Though individuals always have a degree of precarious autonomy through
which they can choose to distance themselves from the established
system, the bureaucratic system is most to blame for this situation.
Barbarism has triumphed. First came the expropriation of those who
embodied the country's culinary traditions, mostly small business
owners. Many of these were forced to leave the sector or become
employees at State cafeterias.
Then, through the Sovietization of society, Cuba would renounce many
traditional foods and services – the preamble to the 90s, a period of
severe shortages that led to a radical break with tradition. It was a
coup de grace to popular food culture.
The timid recovery that followed reached a peak in 2006 and, today, it
seems to have come to a halt in a kind of no-man's land. Free enterprise
hasn't managed to create an authentic services culture, contenting
itself with a rustic economic rationality that ends up disdaining the
consumer much like the State does.
It is understandable that the methods and jobs created by the country's
administrative bureaucracy should be undervalued, but there are other
realities that link us directly to the pre-Castro era, the reservoirs of
an exemplary culinary imaginary that many are unaware of.
Many of the barmen who work at State cafeterias are an example of this.
Most are elderly men who have been working in the sector for many years
and had some kind of contact with the legendary bars before the revolution.
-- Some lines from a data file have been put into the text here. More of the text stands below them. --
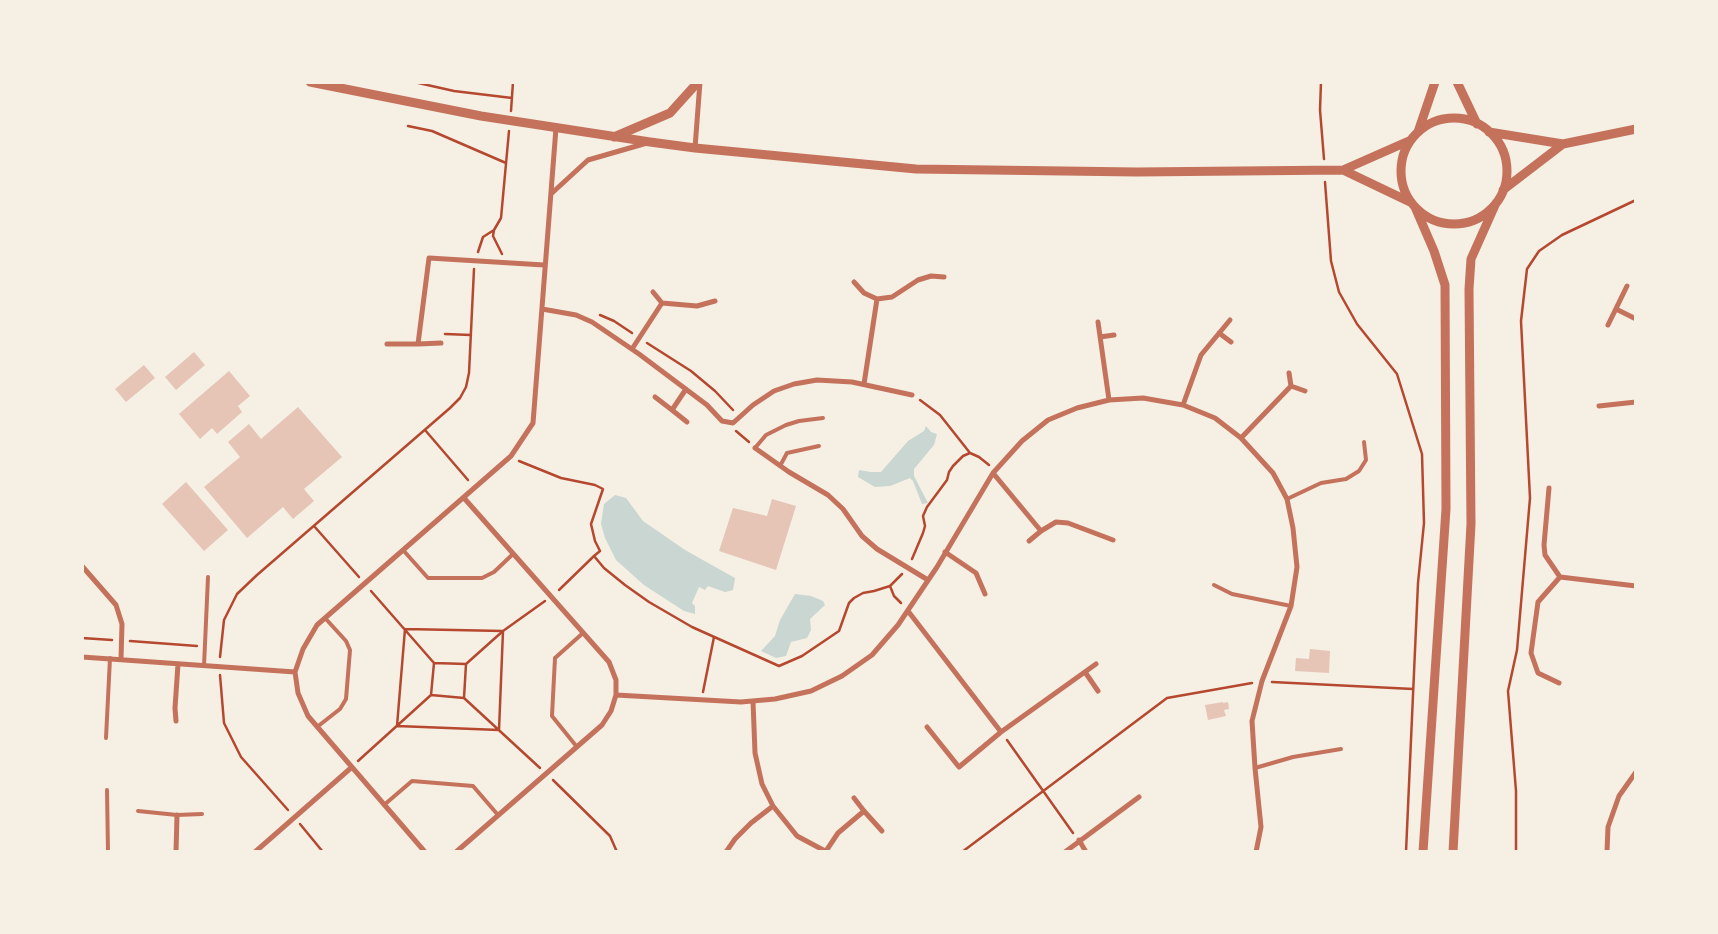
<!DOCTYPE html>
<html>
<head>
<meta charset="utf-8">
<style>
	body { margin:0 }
	#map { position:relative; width:1718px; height:934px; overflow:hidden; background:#f6efe4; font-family:"Golos Text",sans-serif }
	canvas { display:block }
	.frame { position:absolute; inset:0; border:84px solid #f6efe4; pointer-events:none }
</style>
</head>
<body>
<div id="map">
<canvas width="1718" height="934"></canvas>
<div class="frame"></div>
</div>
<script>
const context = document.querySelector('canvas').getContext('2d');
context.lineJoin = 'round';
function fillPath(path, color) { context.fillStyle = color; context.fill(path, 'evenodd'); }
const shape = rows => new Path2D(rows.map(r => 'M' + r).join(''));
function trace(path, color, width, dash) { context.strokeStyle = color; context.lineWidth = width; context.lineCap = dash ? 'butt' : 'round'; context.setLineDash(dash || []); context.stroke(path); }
const water = shape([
	[926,426,931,432,937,434,934,445,914,469,914,476,928,503,922,504,913,481,910,478,890,486,875,487,858,477,859,470,871,472,881,472,908,441,924,431],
	[615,495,626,498,643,521,685,550,735,578,733,590,725,592,708,586,705,590,699,587,692,603,695,606,695,614,684,611,644,585,616,560,605,538,601,524,604,504],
	[795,594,811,596,823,601,825,605,810,619,811,630,807,638,791,642,786,656,776,658,761,651,775,636,780,620]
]);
const building = shape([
	[194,352,205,365,176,390,165,377],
	[144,365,155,378,126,402,115,389],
	[229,371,250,396,238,406,242,412,217,434,212,428,200,439,179,414],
	[298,407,342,457,304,489,314,501,293,519,283,507,247,538,204,487,240,457,228,442,249,424,261,439],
	[186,482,228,530,204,551,162,504],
	[772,499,796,506,776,570,719,551,733,508,767,516],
	[1310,649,1330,651,1329,673,1295,671,1296,658,1309,659],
	[1223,702,1223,703,1228,702,1229,709,1224,710,1226,716,1208,720,1205,705]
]);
const path = shape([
	[414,82,454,91,512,98],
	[1321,82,1320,110,1324,159],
	[511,111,513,82],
	[408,126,432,131,506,163],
	[1325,182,1331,261,1339,292,1357,324,1397,374,1422,454,1424,523,1418,583,1406,852],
	[494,230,493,236,502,254],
	[478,252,483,237,494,230,501,218,509,131],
	[600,315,614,321,632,333],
	[445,334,471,335],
	[647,343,691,371,715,391,733,410],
	[920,400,940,415,970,453],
	[425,430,468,480],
	[736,431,749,442],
	[519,461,561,478,595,485,603,489,591,524,595,541,600,551,594,556,604,568,625,585,649,602,692,627,779,666,802,656,839,631,849,603,854,598,863,593,874,591,890,586,902,574],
	[314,526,359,577],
	[912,559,923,533,925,526,923,516,927,507,947,480,949,472,953,466,963,456,970,453,979,457,989,465],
	[890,586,894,596,901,603],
	[559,590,594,556],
	[371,591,434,663,431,695,464,698,466,664,434,663],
	[405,629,503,631,499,730,397,726,405,629],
	[82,638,112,640],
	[130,641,197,646],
	[220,657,224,620,237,594,257,575,450,408,460,398,466,387,469,373,474,269],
	[466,664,503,631,545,601],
	[220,675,224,723,241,757,288,810],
	[1272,682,1413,689],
	[703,692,714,637],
	[464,698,540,768],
	[1007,740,1073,833],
	[358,761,431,695],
	[553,780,610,836,617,852],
	[300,824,323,852],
	[962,852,1167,698,1252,683],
	[1516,852,1516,791,1508,691,1517,650,1530,498,1521,321,1527,269,1539,251,1562,235,1636,200]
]);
const service = shape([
	[755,448,766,435,786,425,799,421,823,418],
	[780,466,787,453,819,446],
	[1287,499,1321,483,1346,479,1359,471,1366,460,1364,442],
	[403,550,428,578,482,578,494,572,513,554],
	[1214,585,1232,594,1291,606],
	[204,666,208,577],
	[317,727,340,709,346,699,350,650,346,641,325,618],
	[106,738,110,658],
	[577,747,552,716,555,658,583,633],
	[1255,768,1293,757,1341,749],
	[107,790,108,852],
	[384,805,412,781,473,786,498,815],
	[138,811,177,815,202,814]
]);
const minor = shape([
	[695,148,700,82],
	[552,193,588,160,647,143],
	[854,282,864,293,877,299],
	[653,292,662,303],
	[542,309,576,315,592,322,639,354,707,405,722,421,733,423,753,405,774,391,794,384,817,380,852,382,912,395],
	[1616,309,1636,319],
	[1098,322,1109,400],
	[1608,325,1627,286],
	[1219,333,1231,342],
	[1100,337,1114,335],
	[387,344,418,344,429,258,544,265],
	[418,344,441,343],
	[632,349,662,303,697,306,715,301],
	[864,384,877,299,892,297,918,280,931,276,944,277],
	[1291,386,1305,391],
	[655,397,672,410,686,389],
	[1183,405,1201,355,1230,320],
	[1599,406,1636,402],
	[672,410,687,422],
	[1241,438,1291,386,1289,373],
	[755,448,789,472,828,495,843,509,862,536,877,549,928,580],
	[993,473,1041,531,1056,522,1068,523,1113,540],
	[1549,488,1544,545,1545,555,1560,577],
	[1029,541,1041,531],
	[945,552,976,573,985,594],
	[82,566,116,605,122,624,121,659],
	[908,611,1001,732],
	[82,657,295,672],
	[1085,672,1098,691],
	[1559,683,1538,673,1531,653,1538,602,1560,577,1636,586],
	[616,695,741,702,775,699,811,691,842,676,872,655,898,625,937,567,993,473,1022,441,1048,420,1077,408,1109,400,1143,398,1183,405,1215,418,1241,438,1273,473,1287,499,1293,528,1297,567,1291,606,1262,681,1252,721,1255,768,1261,827,1256,852],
	[753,701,755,753,762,784,773,806,797,836,827,852],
	[176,721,175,708,178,664],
	[927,727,959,767,1001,732,1096,664],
	[854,798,864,811],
	[1079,840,1086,852],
	[826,851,838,833,864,811,882,831],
	[176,852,177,815],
	[255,852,352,767],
	[425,852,308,716,298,693,295,672,303,649,317,625,511,456,533,423,556,128],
	[456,852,602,725,611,711,616,695,616,680,609,662,464,498],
	[726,852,735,839,751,823,773,806],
	[1065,852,1139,797],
	[1607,852,1608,827,1619,796,1636,772]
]);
const tertiary = shape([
	[310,82,481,116,650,142,695,148,916,169,1137,172,1343,170,1411,140],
	[1457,82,1477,124],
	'1401 171a53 53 0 1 1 106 0a53 53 0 1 1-106 0Z',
	[1418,132,1435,82],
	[1489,132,1563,144,1636,129],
	[614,137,670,113,698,82],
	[1343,170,1410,202],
	[1503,190,1563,144],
	[1415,207,1434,251,1445,285,1446,509,1423,852],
	[1453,852,1471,524,1469,289,1471,259,1496,203]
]);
fillPath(water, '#c9d6d2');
fillPath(building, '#e6c5b7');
trace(path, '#b5482f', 2.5);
trace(service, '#c5725c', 4);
trace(minor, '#c5725c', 5);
trace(tertiary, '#c5725c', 9);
</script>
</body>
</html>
Many of these gentlemen make an effort to have face-to-face dealings
with patrons at the bar, something that is hard to come by at other food
venues in Cuba. They are able to serve many customers at the same time,
offering a better and more efficient service than that offered by
waiters at adjoining cafeterias.
Of course, such details can only be appreciated through an unprejudiced
approach, as, despite their good intentions, these practices are
embedded in marginal social contexts.
In this connection, I've noticed – and not without surprise – that many
Cuban television programs address the figure of the barman and his
know-how. I hope this initiative will not become caricaturized and
nostalgic and that it will take on the political dimension needed to
rescue a very important part of our traditions.